Thanks for the valuable suggestions! We will incorporate your advice in the revised version.

Technical Weakness 1: Theorem 4.1/4.2

We respectfully disagree with your opinion. Throughout the paper, we adopt the standard oracle complexity framework for first-order methods established by Nesterov and Nemirovski [1], [4]. A crucial aspect of this framework is that the function class is defined in a dimension-free manner (i.e. the dimension of the function can be arbitrarily large). More specifically, in this framework, all upper bounds developed for gradient methods are dimension-free (which is a nature of gradient methods such as GD, SGD, and AGM) , and the hardness results, including lower complexity bounds (e.g. Theorem 5.1/5.2) and intractability results (e.g. Theorem 4.1/4.2) should also be dimension-free. Below we list some of such hardness results established in previous works. [1-3]

Therefore, when proving hardness results, it is reasonable to state that for any fixed $T>0$ , there exists a "hard problem", whose dimension can be large and depend on $T$ , that is unsolvable in $T$ steps. In other words, we showed that no zero-respecting first-order methods can solve absolute optimal solutions to simple bilevel problems dimension-freely.

We want to clarify that our hardness result applies to zero-respecting algorithms, which update all $n$ coordinates simultaneously. This is different from coordinate methods that only update one coordinate at each iteration.

We also want to highlight that, similar to our proof, most existing hardness results for first-order methods involve constructing "hard problems" whose dimension is larger than $T$ . For example:

Standard lower bound for convex minimization (Theorem 2.1.7 [1].
Standard lower bound for nonconvex minimization (Theorem 1 [2]).
Recent intractability result for nonconvex-convex bilevel optimization (Theorem 3.2 [3]). They show that finding small hyper-gradients for nonconvex-convex bilevel optimization is hard for a fixed budget of $T$ iteration.

[1] Nesterov, Yurii. Lectures on convex optimization. Vol. 137. Berlin: Springer, 2018.

[2] Carmon, Y., Duchi, J. C., Hinder, O., & Sidford, A. (2020). Lower bounds for finding stationary points I. Mathematical Programming, 184(1), 71-120.

[3] Chen, L., Xu, J., & Zhang, J. On Finding Small Hyper-Gradients in Bilevel Optimization: Hardness Results and Improved Analysis. In COLT, 2024.

[4] Nemirovskij A S, Yudin D B. Problem complexity and method efficiency in optimization. 1983.
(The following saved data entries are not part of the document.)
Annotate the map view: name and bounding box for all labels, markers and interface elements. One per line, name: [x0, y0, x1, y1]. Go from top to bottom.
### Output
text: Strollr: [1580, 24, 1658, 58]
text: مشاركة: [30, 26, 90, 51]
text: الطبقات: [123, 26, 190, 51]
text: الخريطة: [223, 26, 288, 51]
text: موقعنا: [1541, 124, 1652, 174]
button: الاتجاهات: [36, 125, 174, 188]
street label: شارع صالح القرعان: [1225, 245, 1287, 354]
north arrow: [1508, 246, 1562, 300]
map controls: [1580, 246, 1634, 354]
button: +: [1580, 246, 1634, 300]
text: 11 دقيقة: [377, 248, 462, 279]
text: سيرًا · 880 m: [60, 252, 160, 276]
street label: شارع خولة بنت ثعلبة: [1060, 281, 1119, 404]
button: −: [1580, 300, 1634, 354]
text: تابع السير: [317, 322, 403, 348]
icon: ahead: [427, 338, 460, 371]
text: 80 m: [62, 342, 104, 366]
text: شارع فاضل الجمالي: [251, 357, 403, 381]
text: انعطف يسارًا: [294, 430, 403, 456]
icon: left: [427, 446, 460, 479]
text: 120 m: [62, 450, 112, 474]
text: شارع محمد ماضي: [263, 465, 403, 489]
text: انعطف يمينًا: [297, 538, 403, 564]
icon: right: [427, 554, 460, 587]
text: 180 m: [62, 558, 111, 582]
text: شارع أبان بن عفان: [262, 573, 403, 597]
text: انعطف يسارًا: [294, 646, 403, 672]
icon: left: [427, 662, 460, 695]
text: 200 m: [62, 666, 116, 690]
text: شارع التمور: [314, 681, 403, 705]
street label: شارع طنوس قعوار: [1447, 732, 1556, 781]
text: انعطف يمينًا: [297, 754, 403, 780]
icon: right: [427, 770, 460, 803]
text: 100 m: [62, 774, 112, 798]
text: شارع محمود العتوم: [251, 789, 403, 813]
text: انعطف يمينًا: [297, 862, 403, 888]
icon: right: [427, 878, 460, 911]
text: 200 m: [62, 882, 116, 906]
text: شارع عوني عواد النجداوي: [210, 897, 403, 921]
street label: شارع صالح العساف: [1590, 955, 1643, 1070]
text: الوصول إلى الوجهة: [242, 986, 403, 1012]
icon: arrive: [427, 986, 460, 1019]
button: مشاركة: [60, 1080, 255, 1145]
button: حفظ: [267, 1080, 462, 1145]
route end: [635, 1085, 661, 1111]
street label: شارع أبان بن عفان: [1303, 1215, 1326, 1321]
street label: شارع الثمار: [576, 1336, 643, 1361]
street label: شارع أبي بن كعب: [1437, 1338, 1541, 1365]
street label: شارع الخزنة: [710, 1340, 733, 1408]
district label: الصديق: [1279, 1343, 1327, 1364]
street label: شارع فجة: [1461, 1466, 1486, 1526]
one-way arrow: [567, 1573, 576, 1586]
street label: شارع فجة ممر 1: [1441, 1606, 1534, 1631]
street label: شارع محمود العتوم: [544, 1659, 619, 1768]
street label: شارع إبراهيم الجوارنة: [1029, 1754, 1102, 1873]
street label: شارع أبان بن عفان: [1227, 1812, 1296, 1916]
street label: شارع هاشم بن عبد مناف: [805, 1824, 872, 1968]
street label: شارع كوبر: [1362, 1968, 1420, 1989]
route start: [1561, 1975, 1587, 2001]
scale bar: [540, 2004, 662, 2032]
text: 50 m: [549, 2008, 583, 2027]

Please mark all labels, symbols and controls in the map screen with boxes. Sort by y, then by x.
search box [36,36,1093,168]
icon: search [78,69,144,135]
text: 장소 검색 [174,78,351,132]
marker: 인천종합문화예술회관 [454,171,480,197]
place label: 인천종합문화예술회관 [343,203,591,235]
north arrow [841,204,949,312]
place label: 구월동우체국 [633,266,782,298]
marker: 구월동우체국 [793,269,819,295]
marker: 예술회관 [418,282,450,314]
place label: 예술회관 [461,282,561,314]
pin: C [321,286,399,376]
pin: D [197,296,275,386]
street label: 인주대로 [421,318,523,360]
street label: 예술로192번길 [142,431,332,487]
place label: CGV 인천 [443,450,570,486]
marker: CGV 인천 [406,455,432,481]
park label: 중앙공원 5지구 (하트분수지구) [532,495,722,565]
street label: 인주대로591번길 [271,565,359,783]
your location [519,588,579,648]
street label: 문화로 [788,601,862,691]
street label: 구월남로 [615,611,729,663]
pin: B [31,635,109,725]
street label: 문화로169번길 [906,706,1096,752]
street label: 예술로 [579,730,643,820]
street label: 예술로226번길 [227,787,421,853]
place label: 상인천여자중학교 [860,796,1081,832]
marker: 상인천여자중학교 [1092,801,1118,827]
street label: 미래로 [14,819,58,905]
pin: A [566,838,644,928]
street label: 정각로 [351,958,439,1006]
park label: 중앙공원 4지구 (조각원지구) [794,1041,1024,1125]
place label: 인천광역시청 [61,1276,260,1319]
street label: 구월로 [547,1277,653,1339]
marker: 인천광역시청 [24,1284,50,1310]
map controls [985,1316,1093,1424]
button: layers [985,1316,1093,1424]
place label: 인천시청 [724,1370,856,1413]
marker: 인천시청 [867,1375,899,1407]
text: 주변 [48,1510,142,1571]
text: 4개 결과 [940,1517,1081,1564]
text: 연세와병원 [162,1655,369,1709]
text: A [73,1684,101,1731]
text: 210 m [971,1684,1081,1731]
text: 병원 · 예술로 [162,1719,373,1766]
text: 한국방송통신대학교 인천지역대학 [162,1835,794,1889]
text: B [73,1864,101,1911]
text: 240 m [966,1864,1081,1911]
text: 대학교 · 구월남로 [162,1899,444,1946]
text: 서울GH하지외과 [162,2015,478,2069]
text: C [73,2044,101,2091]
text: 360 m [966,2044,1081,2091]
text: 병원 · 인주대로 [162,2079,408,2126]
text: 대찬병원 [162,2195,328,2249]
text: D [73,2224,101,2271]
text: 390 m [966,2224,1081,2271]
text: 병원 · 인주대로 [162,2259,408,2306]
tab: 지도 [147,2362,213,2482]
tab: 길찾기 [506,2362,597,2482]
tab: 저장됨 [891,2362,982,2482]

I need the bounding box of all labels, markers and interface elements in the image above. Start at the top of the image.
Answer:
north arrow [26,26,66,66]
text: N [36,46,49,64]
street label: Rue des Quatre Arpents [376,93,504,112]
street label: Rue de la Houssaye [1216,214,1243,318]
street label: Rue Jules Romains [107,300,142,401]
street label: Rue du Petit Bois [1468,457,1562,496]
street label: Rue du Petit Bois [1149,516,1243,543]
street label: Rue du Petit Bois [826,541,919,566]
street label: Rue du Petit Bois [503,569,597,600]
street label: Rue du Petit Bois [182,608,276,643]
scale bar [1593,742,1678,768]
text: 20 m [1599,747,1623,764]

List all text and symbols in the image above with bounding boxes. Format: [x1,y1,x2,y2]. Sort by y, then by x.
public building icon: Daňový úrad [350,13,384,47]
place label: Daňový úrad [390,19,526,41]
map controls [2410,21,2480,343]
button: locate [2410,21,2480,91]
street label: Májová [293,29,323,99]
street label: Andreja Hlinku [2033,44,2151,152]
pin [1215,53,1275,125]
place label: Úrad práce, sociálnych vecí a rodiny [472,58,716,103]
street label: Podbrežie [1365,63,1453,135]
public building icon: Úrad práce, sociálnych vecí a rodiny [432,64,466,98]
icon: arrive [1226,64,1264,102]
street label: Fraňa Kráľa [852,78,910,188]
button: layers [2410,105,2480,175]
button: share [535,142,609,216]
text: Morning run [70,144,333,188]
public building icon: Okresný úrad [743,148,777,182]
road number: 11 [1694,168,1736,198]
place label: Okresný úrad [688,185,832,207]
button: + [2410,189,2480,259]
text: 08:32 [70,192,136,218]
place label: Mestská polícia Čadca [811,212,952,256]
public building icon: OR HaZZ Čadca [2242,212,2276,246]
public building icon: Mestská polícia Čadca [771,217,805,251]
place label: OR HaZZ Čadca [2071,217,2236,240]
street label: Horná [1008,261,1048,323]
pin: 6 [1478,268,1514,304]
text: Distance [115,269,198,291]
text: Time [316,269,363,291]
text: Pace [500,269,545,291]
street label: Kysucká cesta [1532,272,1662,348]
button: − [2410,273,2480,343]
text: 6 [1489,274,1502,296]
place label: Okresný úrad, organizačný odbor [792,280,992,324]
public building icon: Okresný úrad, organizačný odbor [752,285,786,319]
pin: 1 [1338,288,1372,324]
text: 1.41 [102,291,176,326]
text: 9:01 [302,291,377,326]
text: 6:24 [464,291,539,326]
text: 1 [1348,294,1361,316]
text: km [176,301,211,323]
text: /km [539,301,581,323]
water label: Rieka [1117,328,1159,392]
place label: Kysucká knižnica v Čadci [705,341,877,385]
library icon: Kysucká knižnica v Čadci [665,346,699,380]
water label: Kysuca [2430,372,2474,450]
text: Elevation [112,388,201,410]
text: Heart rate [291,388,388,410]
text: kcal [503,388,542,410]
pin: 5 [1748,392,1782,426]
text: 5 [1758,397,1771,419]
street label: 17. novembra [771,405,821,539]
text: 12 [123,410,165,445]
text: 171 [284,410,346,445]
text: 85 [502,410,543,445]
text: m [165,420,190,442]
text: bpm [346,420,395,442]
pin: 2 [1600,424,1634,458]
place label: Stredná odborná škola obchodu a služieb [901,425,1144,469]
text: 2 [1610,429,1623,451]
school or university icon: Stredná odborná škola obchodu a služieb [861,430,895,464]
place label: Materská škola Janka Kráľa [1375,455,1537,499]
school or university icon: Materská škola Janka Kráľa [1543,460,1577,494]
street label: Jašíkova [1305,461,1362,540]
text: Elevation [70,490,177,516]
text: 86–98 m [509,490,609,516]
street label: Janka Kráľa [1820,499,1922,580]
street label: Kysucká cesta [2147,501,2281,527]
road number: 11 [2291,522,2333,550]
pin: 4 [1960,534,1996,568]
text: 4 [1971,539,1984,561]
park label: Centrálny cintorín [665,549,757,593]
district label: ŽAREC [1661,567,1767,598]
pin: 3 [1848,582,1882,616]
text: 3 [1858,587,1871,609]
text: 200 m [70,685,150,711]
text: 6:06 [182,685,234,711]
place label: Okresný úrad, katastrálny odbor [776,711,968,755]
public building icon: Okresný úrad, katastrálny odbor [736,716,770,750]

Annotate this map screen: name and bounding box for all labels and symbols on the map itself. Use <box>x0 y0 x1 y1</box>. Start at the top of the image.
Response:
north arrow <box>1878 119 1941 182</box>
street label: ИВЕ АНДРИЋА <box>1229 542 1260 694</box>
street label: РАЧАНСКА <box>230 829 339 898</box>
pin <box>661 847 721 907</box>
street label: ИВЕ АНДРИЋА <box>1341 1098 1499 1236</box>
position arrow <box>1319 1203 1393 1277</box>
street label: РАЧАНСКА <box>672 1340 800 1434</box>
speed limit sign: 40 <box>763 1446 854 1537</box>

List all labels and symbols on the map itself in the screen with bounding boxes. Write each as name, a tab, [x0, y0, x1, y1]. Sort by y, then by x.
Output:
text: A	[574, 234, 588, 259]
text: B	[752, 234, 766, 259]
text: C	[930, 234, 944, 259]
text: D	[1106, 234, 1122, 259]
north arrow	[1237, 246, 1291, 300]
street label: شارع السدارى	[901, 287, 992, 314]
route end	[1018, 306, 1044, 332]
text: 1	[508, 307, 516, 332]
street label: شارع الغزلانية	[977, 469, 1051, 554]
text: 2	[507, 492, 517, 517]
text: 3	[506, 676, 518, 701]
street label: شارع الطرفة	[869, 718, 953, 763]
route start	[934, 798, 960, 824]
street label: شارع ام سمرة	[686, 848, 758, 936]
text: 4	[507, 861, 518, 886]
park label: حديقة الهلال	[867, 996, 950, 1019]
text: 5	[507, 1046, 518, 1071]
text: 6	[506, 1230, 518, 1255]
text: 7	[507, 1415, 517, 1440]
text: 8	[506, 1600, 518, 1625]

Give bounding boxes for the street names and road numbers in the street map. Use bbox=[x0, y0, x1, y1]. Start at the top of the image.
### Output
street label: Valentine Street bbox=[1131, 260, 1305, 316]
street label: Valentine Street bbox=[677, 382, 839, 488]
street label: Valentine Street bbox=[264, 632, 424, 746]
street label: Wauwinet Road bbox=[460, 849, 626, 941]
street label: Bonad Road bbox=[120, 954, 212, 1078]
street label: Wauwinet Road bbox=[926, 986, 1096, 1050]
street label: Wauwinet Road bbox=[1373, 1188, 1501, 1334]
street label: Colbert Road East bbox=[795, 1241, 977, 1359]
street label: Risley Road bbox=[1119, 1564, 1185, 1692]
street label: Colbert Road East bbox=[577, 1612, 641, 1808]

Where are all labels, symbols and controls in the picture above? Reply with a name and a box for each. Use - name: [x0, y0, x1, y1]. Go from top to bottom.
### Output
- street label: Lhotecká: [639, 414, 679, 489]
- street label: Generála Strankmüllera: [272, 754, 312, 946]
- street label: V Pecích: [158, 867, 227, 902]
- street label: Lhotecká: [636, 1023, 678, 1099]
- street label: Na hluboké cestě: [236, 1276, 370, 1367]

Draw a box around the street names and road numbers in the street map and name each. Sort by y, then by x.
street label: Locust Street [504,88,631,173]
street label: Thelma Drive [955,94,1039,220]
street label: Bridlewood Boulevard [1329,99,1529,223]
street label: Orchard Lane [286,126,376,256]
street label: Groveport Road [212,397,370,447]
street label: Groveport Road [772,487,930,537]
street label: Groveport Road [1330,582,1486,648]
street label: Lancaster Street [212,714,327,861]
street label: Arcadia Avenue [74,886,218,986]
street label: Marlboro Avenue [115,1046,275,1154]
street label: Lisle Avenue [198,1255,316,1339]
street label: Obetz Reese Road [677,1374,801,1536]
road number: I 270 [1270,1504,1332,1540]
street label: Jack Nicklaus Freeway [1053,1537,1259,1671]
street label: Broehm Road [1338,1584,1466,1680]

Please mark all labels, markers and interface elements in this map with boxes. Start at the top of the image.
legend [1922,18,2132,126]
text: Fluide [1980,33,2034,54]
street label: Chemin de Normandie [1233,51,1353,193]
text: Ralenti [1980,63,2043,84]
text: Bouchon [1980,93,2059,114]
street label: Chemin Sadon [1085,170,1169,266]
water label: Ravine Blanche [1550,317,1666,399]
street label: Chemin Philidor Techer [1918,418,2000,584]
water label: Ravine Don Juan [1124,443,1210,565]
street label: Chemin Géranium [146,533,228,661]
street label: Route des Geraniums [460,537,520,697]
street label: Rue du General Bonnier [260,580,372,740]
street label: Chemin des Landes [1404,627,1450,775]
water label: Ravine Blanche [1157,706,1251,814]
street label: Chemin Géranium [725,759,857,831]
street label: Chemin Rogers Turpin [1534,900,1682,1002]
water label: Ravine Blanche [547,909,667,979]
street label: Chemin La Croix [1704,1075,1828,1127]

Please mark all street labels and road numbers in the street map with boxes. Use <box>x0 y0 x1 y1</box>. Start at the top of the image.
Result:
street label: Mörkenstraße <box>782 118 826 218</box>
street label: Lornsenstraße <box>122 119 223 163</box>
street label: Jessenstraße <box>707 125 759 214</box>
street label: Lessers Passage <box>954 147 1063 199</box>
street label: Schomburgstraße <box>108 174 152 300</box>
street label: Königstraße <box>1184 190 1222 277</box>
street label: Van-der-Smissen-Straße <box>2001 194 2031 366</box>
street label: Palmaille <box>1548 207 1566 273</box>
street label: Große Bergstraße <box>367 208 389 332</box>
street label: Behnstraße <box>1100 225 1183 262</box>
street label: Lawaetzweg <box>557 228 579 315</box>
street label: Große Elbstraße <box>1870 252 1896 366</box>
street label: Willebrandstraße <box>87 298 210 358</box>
Technical Weakness 2: As a part of the algorithm, the initialization should be, though briefly, explained in the main body of the paper.

Thank you for the suggestion! We will add a concise explanation in the main body of the paper in the revised version.

Technical Weakness 3: Comparison with Bisec-BiO method in the experiment.

The Bisec-BiO method has the same convergence rate as our proposed method FCB-BiO, thus shows a close behavior in the first experiment. However, we highlight that the advantage of FCB-BiO over Bisec-BiO is that its applicability in a broader range of problems (instead of a faster convergence on problems that both can solve). That's because Bisec-BiO requires a strong assumption that projection onto the sublevel set of the upper-level objective { $x|f(x)\leq a$ } is easy to compute, while FCB-BiO does not rely on such an assumption. In the second experiment, the projection onto the sublevel set of the upper-level objective cannot be solved efficiently, rendering Bisec-BiO inapplicable.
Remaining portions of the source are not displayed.